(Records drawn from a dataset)
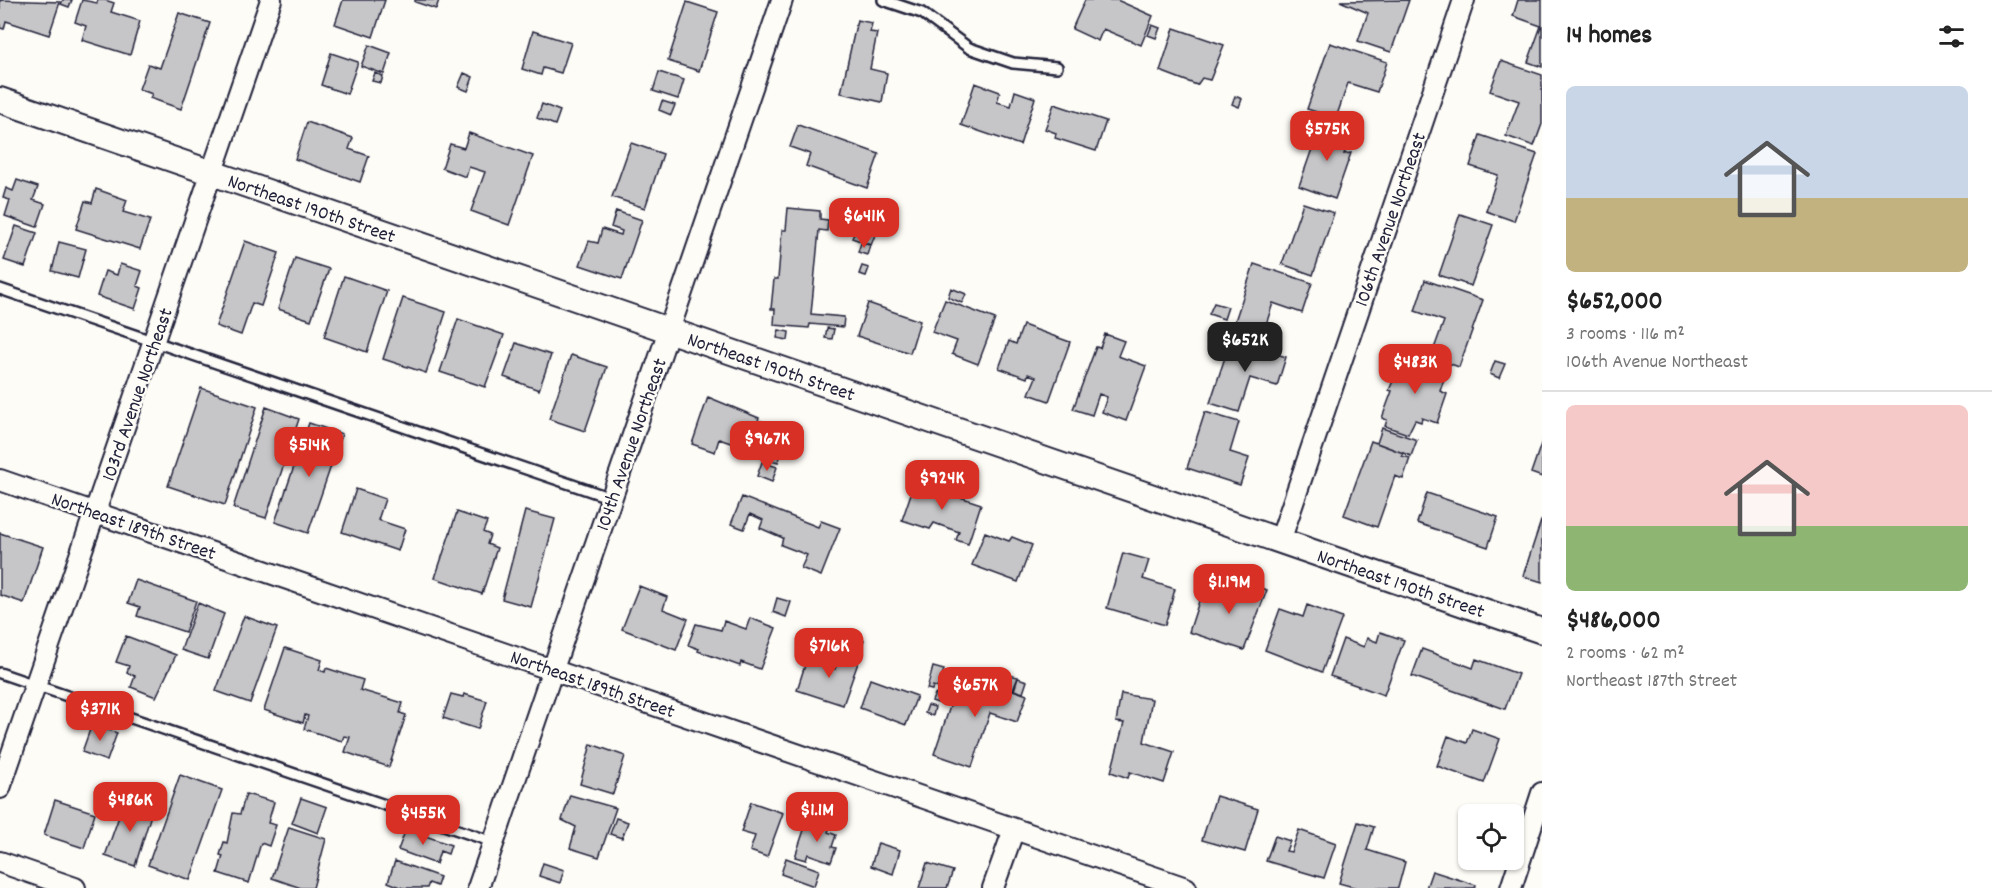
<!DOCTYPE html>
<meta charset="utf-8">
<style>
body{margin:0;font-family:Dekko,sans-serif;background:#f2f2f2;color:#222;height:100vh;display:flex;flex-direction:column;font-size:22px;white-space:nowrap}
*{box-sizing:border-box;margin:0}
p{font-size:20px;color:#767676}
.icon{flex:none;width:33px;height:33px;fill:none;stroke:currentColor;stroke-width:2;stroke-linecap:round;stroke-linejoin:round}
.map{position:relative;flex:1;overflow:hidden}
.drawer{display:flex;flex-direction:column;background:#fff;width:450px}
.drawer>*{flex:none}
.fabs{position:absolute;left:1458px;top:804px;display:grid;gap:12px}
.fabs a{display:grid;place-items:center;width:66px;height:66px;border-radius:9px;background:#fff;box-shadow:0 2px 4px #0004;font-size:30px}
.price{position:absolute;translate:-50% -51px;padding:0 14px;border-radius:12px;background:#d93025;color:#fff;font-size:20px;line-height:39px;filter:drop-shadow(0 2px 3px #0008)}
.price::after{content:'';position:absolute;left:50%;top:36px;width:18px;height:14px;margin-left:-9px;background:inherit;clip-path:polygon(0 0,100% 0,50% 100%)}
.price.active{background:#222;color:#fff}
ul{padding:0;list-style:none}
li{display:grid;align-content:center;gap:12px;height:318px;padding:0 24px}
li+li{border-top:2px solid #e0e0e0}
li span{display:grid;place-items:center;height:186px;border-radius:9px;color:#555}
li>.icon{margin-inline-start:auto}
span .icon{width:108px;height:108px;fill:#fffc;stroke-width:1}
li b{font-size:26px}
h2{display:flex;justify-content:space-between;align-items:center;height:72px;padding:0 24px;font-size:26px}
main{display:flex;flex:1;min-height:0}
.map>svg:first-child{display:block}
.building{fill:#c6c6c8;stroke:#22223b;stroke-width:1.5}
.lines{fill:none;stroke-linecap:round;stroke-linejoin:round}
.service-casing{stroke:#22223b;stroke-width:14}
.minor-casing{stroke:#22223b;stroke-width:24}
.tertiary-casing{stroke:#22223b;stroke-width:28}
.service{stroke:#fdfcf7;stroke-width:9}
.minor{stroke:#fdfcf7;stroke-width:20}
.tertiary{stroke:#fdfcf7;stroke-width:24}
.labels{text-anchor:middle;stroke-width:5;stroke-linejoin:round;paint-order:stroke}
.street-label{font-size:20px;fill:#22223b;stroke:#fdfcf7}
</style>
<main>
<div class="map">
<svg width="1542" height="888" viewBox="0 0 1542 888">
<rect width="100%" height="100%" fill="#fdfcf7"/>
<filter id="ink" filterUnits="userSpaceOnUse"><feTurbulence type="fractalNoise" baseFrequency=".0167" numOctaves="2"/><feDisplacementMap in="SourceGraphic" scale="12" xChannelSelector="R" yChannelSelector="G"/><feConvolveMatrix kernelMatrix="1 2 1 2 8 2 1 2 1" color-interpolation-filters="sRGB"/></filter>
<g filter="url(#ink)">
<path class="building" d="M0,0L60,2L49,35L6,21L4,29L0,28Z
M63,0H72L69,7L61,4Z
M82,0L97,3L98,0H105L114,3L111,12L140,21L130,55L82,40L86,26L75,22Z
M343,0H385L373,37L335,24Z
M415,0H439L436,9L415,2Z
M1085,0H1117L1153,16L1141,45L1103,29L1098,41L1072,29Z
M1409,0L1391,52L1358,41L1368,13L1340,1Z
M1518,0H1542V67L1528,62L1541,26L1513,16Z
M687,2L718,12L699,71L668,61Z
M179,13L210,23L181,109L150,98L152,94L139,89L148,64L160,68Z
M857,20L872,23L870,32L877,33L870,69L887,73L882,102L841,93Z
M1152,25L1160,28L1156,38L1148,35Z
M1174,28L1224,45L1210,80L1202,78L1197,85L1160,71Z
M533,31L571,43L561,73L543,68L541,75L522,69Z
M1330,43L1387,62L1377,92L1348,83L1336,118L1307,109Z
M369,45L391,53L384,74L361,66Z
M331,53L358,62L347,94L321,85Z
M1501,61L1542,75V124L1534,146L1506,136L1519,101L1490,91Z
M659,72L684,80L678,99L653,91Z
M375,73L383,76L381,83L372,81Z
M464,73L473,77L468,91L458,87Z
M975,83L1000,92L997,102L1011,106L1015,91L1035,98L1020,145L961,125Z
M1235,96L1242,99L1239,107L1232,104Z
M662,101L675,105L671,115L659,110Z
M542,104L560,111L555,125L537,118Z
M1054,104L1106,121L1096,151L1055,138L1056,133L1045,129Z
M307,122L353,138L349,149L369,156L360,182L295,159Z
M1321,123L1351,134L1344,154L1351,153L1335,199L1299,186Z
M798,125L879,154L867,188L806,166L810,154L790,147Z
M469,133L533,156L509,225L471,211L485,172L469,167L466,177L442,168L450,144L464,148Z
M1480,135L1537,154L1514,221L1486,211L1498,175L1470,166Z
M631,143L663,154L645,208L612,197Z
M17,180L38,187L33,200L45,204L37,227L5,216L10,200L3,198L6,188L13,191Z
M96,189L127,200L123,212L150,220L140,249L76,229L85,201L92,203Z
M1303,203L1334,213L1313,275L1282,264Z
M788,208L820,211V219L828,220L827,231L819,230L811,314L844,317L843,327L810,324L809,328L774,325L775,309H771L774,279H778L782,230H786Z
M616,211L642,220L622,279L580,265L589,241L598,243L602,229L621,235L622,231L611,227Z
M1460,214L1493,225L1471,286L1439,275Z
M849,224L857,227L858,224L877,230L871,245L852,238L854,234L847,231Z
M16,226L37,233L25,267L4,260Z
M245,241L279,253L261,306L252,303L241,335L216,326Z
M59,242L86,249L78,278L52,271Z
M861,243L870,245L867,255L858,252Z
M295,258L329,269L311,320L278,309Z
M120,264L142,271L137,286L142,288L135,309L97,296L105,271L117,275Z
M1254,264L1312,283L1302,313L1273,303L1261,340L1232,330Z
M862,266L869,268L866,276L859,274Z
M344,276L387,291L367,352L324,337Z
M1425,280L1483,300L1459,367L1431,357L1444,321L1415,311Z
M951,288L966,294L962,303L948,297Z
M403,298L446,312L426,373L383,359Z
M945,300L995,319L978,364L952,354L957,341L932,332Z
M868,303L920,321L910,353L857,336Z
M1214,303L1228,307L1224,319L1209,314Z
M458,319L504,335L485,387L440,372Z
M1023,325L1070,342L1049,401L1029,394L1036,377L1028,374L1027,378L999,368L1009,341L1016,344Z
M827,328L834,329L832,339L825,338Z
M779,330L789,332L788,340L777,338Z
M1105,334L1124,341L1118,356L1146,366L1126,421L1102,412L1107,397L1099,394L1092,415L1073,409L1096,347L1100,348Z
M1231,339L1286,357L1277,386L1250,378L1239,412L1210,403Z
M516,343L551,355L539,390L504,377Z
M571,355L607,367L585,431L549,419Z
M1404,357L1447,370L1440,391L1447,394L1437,423L1422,418L1421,422L1415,420L1408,434L1385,426L1387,420L1382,418L1392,391L1389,390Z
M1495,361L1505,364L1499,378L1490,374Z
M201,388L257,407L225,505L168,486Z
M708,397L759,418L748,449L719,439L715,452L692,444Z
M266,407L299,419L266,518L233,508Z
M1205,412L1239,422L1230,452L1249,458L1240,485L1187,468Z
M761,421L777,426L766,459L750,453Z
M309,423L342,434L308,533L275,522Z
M1382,428L1417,440L1411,456L1377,443Z
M1371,441L1403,453L1402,456L1410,458L1403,479L1395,476L1377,527L1344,515Z
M1542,441V477L1531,473Z
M774,452L780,454L778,462L771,460Z
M762,462L777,467L772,482L757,476Z
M915,482L981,504L968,544L956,540L959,532L934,523L930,529L902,520Z
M356,489L385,499L378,520L405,529L398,551L342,532Z
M1427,493L1498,517L1488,547L1417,523Z
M742,497L818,527L821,521L840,528L821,576L801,568L807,555L781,545L783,538L760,528L763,520L750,514L744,529L731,524Z
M525,511L555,519L531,607L502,599Z
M457,512L487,522L483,532L490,535L487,544L497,548L482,594L435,578Z
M1541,521L1542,522V582L1523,576Z
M985,532L1009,541L1012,537L1032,545L1018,582L972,565Z
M0,533L43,547L24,603L0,595Z
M1123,553L1149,560L1143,579L1175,589L1165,625L1107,608Z
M1231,579L1267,590L1244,650L1189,632L1202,592L1225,599Z
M136,580L196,601L185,632L137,616L140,607L128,603Z
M639,586L667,597L663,609L688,619L676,650L622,629Z
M777,598L791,602L786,617L773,612Z
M198,603L224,614L208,659L181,650Z
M1307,605L1342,618L1322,672L1265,650L1280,609L1303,617Z
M244,616L277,628L250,703L216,691Z
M750,618L776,628L760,669L741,662L740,666L698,651L699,649L688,645L696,624L721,630L724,621L746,629Z
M1380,632L1404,640L1384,695L1330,676L1343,639L1364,647L1367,638L1377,642Z
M126,636L176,655L156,697L131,687L135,676L127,673L129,666L116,662Z
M856,637L864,640L860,649L853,646Z
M285,648L322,660L319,670L325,672L326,668L363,680L360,690L403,703L400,713L406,715L389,767L345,752L350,737L344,736L342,741L304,729L308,716L305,715L303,723L264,710Z
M1422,649L1473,668L1476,659L1518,674L1505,709L1412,676Z
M840,654L859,660L843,705L797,690L807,659L835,669Z
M933,667L944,670L938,688L933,686L932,690L927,689Z
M1009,675L1018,677L1013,690L1005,688Z
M960,677L993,689L995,684L1027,695L1017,722L990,713L972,767L934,754Z
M1018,678L1027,681L1023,693L1014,690Z
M870,679L917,696L906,725L860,708Z
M451,694L463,697L464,694L487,701L478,729L443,718Z
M935,694L940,696L938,703L932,701Z
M1121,694L1152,699L1144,742L1174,752L1164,783L1130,772L1128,778L1111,772L1124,723L1116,722Z
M928,705L935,707L933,716L925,713Z
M92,724L117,733L107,761L82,752Z
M1472,729L1500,739L1484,783L1437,766L1448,736L1467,743Z
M591,744L625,756L613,794L580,784Z
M180,775L222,790L190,880L148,865Z
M246,794L274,802L268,823L276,825L269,846L261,843L249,883L218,873L223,856L220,855L224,842L227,843L233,813L240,814Z
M570,795L616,808L599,857L570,848L576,827L562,820Z
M1216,796L1258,809L1245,852L1202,840Z
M139,797L155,802L135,866L105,856L122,808L134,812Z
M301,798L327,807L318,833L292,823Z
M55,800L95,813L84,848L44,835Z
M751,802L783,813L767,857L750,851L755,836L741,832Z
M616,818L628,822L622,838L610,834Z
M1358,822L1374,827L1367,850L1405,862L1398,888H1357L1339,883Z
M806,824L820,828L821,824L830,827L828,832L836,835L832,847L836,848L831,862L808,854L806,860L795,857Z
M289,827L326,839L313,888H301L272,878Z
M406,829L451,845L448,854L440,851L436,864L398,850Z
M1299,830L1336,843L1324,878L1266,861L1275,836L1290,841L1286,851L1291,852Z
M878,843L900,850L893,874L871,866Z
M786,858L819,870L814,886L781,874Z
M395,861L440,877L437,886L429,883L427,888H403L388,882Z
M543,863L564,870L560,883L539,876Z
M927,863L953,871L947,888H919Z
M1432,871L1476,885L1475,888H1426Z"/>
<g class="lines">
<g class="service-casing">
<path id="service" d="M883,0L922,13L969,48L1013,63L1057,67
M0,289L611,498
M0,673L493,842"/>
</g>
<g class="minor-casing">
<path id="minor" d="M0,480L1186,888
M1280,541L1464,0
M0,788L271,0
M0,862L75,888
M478,888L782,0
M993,888L1014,829
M1511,888L1542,793"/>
</g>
<g class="tertiary-casing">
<g id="tertiary">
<path id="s1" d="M0,100L1542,631"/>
</g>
</g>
<use href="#service" class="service"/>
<use href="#minor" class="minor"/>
<use href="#tertiary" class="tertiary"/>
</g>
</g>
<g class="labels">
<g class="street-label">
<text dy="7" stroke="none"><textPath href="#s1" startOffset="330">Northeast 190th Street</textPath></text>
<text transform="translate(1389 219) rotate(-71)" y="7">106th Avenue Northeast</text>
<text dy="7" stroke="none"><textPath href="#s1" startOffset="816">Northeast 190th Street</textPath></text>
<text transform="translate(136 394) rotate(-71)" y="7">103rd Avenue Northeast</text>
<text transform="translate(630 444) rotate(-71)" y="7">104th Avenue Northeast</text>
<text transform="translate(134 525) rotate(19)" y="7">Northeast 189th Street</text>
<text dy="7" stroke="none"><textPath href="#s1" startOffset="1482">Northeast 190th Street</textPath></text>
<text transform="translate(593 683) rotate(19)" y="7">Northeast 189th Street</text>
</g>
</g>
</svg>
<div class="fabs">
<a><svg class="icon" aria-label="locate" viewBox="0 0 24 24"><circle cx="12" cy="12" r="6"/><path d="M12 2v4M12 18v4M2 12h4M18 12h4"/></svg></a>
</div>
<b class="price" style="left:1327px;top:162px">$575K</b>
<b class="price" style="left:864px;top:249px">$641K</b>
<b class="price active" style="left:1245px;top:373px">$652K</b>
<b class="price" style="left:1415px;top:395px">$483K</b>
<b class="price" style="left:767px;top:472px">$967K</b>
<b class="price" style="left:309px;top:478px">$514K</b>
<b class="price" style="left:942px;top:511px">$924K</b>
<b class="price" style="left:1229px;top:615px">$1.19M</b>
<b class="price" style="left:829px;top:679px">$716K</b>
<b class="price" style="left:975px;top:718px">$657K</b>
<b class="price" style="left:100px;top:742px">$371K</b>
<b class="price" style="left:130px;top:833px">$486K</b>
<b class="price" style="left:817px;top:843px">$1.1M</b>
<b class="price" style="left:423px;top:846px">$455K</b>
</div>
<section class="drawer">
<h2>14 homes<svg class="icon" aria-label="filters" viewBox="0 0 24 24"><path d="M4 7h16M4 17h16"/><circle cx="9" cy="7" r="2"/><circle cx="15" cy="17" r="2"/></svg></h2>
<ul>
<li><span style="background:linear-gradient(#c9d6e8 60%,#c2b280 0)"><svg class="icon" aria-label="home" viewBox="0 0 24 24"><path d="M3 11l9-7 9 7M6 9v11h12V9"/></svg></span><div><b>$652,000</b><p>3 rooms · 116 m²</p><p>106th Avenue Northeast</p></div></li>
<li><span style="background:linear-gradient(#f6c9c9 65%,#8fb573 0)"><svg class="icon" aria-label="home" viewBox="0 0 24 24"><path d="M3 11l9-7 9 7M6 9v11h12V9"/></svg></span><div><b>$486,000</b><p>2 rooms · 62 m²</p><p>Northeast 187th Street</p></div></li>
</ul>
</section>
</main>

## Work instruction
Take every line from the data that includes the word "absolute".

## Response to this task
.fabs{position:absolute;left:1458px;top:804px;display:grid;gap:12px}
.price{position:absolute;translate:-50% -51px;padding:0 14px;border-radius:12px;background:#d93025;color:#fff;font-size:20px;line-height:39px;filter:drop-shadow(0 2px 3px #0008)}
.price::after{content:'';position:absolute;left:50%;top:36px;width:18px;height:14px;margin-left:-9px;background:inherit;clip-path:polygon(0 0,100% 0,50% 100%)}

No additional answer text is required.